[[ Provided records open ]]

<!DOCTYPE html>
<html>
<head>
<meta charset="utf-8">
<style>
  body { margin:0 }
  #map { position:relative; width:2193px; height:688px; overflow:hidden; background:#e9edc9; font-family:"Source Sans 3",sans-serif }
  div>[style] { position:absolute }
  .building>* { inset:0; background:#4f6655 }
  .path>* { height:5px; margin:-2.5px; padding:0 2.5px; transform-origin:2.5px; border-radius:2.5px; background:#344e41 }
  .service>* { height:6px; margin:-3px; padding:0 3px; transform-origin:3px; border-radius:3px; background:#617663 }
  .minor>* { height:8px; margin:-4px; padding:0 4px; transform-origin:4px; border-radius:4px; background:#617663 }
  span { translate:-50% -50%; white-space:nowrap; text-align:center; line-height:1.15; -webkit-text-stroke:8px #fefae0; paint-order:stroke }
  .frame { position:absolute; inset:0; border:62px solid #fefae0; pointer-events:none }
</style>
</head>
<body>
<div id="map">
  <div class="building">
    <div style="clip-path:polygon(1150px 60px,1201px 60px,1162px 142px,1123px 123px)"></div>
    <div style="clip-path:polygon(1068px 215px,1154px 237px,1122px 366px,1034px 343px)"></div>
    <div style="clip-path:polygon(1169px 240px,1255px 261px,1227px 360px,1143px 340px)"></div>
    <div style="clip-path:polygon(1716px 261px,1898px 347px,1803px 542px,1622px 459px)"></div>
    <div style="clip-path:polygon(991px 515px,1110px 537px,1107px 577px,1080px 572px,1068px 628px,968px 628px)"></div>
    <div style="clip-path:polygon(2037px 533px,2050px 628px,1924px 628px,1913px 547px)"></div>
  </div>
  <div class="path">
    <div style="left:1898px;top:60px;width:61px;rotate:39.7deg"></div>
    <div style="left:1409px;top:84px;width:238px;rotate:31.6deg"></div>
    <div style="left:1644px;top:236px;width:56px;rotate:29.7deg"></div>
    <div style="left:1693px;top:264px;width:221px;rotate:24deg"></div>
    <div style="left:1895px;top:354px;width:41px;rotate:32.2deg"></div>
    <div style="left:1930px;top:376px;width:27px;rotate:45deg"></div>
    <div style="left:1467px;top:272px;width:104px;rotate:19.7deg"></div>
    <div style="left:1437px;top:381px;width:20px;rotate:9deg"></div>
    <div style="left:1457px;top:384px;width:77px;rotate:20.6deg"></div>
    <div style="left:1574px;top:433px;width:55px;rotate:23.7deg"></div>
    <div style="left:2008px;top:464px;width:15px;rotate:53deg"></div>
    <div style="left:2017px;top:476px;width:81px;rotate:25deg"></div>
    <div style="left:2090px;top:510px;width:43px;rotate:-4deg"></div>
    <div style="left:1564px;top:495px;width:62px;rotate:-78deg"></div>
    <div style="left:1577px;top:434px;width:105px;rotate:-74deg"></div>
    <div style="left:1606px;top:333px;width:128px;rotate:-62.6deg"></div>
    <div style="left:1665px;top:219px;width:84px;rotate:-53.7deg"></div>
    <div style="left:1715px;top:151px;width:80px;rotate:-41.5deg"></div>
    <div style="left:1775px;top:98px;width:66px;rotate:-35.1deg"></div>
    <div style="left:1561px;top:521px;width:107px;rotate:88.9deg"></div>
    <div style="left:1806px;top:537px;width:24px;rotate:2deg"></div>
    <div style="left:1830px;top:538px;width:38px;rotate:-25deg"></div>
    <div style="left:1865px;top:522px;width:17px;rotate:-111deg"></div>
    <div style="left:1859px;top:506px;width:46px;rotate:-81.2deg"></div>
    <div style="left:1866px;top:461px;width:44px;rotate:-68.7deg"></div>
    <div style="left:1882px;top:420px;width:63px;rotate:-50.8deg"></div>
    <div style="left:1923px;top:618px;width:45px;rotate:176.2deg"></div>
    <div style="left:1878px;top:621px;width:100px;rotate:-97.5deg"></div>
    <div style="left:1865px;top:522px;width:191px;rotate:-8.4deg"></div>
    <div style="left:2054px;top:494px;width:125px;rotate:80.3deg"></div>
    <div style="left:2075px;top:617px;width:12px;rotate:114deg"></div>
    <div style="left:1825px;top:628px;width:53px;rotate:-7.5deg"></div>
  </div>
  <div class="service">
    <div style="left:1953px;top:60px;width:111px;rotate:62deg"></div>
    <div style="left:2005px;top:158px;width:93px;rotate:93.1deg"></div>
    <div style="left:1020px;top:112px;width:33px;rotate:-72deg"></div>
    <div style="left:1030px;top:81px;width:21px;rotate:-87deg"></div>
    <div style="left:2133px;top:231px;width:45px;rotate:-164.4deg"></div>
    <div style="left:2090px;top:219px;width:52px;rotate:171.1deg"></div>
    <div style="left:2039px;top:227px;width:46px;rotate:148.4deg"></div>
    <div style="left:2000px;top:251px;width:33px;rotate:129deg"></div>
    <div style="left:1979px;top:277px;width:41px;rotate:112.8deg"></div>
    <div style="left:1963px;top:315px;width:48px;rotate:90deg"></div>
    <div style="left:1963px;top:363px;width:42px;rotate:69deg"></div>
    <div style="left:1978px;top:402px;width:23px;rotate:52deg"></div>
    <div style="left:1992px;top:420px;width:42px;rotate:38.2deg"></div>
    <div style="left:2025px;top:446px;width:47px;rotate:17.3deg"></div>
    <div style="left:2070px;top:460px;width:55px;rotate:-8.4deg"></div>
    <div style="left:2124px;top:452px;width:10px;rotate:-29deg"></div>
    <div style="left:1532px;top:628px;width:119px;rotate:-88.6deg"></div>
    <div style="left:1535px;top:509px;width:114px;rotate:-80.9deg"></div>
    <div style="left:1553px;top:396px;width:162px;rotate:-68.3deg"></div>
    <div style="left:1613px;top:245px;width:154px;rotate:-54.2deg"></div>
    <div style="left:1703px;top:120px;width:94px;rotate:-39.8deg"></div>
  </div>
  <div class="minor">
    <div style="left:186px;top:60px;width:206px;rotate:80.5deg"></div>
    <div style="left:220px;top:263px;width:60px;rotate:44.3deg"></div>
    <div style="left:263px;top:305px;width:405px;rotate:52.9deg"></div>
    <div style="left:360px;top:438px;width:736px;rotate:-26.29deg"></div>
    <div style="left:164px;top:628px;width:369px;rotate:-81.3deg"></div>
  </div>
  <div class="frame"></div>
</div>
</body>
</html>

[[ Provided records closed ]]

Task goal:
Through the line that contains "240px,1255px 261px,1227px 360px,1143px", copy the material above exactly, beginning at its first line and including nothing more.

Written answer:
<!DOCTYPE html>
<html>
<head>
<meta charset="utf-8">
<style>
  body { margin:0 }
  #map { position:relative; width:2193px; height:688px; overflow:hidden; background:#e9edc9; font-family:"Source Sans 3",sans-serif }
  div>[style] { position:absolute }
  .building>* { inset:0; background:#4f6655 }
  .path>* { height:5px; margin:-2.5px; padding:0 2.5px; transform-origin:2.5px; border-radius:2.5px; background:#344e41 }
  .service>* { height:6px; margin:-3px; padding:0 3px; transform-origin:3px; border-radius:3px; background:#617663 }
  .minor>* { height:8px; margin:-4px; padding:0 4px; transform-origin:4px; border-radius:4px; background:#617663 }
  span { translate:-50% -50%; white-space:nowrap; text-align:center; line-height:1.15; -webkit-text-stroke:8px #fefae0; paint-order:stroke }
  .frame { position:absolute; inset:0; border:62px solid #fefae0; pointer-events:none }
</style>
</head>
<body>
<div id="map">
  <div class="building">
    <div style="clip-path:polygon(1150px 60px,1201px 60px,1162px 142px,1123px 123px)"></div>
    <div style="clip-path:polygon(1068px 215px,1154px 237px,1122px 366px,1034px 343px)"></div>
    <div style="clip-path:polygon(1169px 240px,1255px 261px,1227px 360px,1143px 340px)"></div>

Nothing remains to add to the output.